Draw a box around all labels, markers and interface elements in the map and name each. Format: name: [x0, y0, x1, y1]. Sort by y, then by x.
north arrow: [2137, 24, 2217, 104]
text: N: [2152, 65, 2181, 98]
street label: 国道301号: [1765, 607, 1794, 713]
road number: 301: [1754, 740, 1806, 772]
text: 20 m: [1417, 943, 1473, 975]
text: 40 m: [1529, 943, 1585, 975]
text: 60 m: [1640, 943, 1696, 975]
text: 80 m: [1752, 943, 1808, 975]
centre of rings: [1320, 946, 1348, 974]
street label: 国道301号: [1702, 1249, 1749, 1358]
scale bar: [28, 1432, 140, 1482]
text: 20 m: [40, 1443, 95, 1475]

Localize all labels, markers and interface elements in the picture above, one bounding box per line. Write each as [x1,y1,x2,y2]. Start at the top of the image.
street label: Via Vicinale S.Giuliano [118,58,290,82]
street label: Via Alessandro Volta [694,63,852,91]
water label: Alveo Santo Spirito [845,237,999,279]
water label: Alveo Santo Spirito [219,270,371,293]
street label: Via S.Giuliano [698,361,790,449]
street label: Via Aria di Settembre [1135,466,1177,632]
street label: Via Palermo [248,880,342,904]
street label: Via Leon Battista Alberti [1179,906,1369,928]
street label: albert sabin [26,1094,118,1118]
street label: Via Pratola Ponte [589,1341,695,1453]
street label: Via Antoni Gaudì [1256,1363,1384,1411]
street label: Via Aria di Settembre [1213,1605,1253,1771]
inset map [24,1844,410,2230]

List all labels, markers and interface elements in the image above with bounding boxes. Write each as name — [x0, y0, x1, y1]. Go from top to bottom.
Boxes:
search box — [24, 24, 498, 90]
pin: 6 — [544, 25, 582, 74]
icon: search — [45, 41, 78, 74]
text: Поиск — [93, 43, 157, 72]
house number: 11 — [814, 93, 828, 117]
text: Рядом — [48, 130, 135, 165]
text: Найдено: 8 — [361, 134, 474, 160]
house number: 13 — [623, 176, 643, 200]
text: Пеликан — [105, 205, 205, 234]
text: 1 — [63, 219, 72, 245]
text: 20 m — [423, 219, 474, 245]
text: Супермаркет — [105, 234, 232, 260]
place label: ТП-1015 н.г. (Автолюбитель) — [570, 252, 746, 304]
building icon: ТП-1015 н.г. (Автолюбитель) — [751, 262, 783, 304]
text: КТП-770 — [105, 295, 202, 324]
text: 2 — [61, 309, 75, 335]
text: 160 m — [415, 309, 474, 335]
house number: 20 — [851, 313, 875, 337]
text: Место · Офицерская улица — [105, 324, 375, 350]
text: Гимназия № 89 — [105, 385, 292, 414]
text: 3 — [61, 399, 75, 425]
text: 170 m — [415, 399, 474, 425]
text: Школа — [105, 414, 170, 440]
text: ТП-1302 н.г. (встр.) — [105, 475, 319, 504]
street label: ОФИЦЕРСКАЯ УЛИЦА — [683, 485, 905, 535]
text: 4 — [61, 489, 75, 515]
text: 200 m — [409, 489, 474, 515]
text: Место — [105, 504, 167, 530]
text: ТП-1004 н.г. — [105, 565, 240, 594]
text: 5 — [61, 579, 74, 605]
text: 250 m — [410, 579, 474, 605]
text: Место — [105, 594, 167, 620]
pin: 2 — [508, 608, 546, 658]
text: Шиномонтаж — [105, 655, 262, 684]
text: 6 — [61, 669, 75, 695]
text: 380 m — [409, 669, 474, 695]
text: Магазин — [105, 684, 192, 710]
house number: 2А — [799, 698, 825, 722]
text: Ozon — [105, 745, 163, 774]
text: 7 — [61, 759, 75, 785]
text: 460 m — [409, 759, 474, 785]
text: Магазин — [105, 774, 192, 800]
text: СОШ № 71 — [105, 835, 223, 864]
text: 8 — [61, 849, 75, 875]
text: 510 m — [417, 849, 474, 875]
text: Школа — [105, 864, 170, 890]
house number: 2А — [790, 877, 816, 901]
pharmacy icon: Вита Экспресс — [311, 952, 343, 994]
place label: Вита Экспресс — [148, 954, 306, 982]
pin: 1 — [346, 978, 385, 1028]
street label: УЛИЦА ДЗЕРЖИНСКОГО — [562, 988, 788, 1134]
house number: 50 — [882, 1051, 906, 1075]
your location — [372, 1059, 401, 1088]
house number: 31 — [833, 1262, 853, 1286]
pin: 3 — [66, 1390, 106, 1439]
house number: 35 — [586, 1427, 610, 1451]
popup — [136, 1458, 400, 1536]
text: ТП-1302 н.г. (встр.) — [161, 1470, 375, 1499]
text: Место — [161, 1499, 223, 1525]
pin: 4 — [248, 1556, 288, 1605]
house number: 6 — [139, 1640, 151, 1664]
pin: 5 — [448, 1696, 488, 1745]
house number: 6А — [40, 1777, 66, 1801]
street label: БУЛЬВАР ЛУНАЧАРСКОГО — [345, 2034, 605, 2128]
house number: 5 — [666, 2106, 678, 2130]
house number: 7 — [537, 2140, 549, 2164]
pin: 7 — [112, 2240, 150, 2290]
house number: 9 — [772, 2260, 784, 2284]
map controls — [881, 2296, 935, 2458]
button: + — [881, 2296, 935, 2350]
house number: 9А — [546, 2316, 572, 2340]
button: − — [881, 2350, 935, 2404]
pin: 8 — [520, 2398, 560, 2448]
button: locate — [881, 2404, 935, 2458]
• • • • •
If a line in the data above contains the string "Aria", count it; then state only the total.

* RESPONSE TO THE TASK
2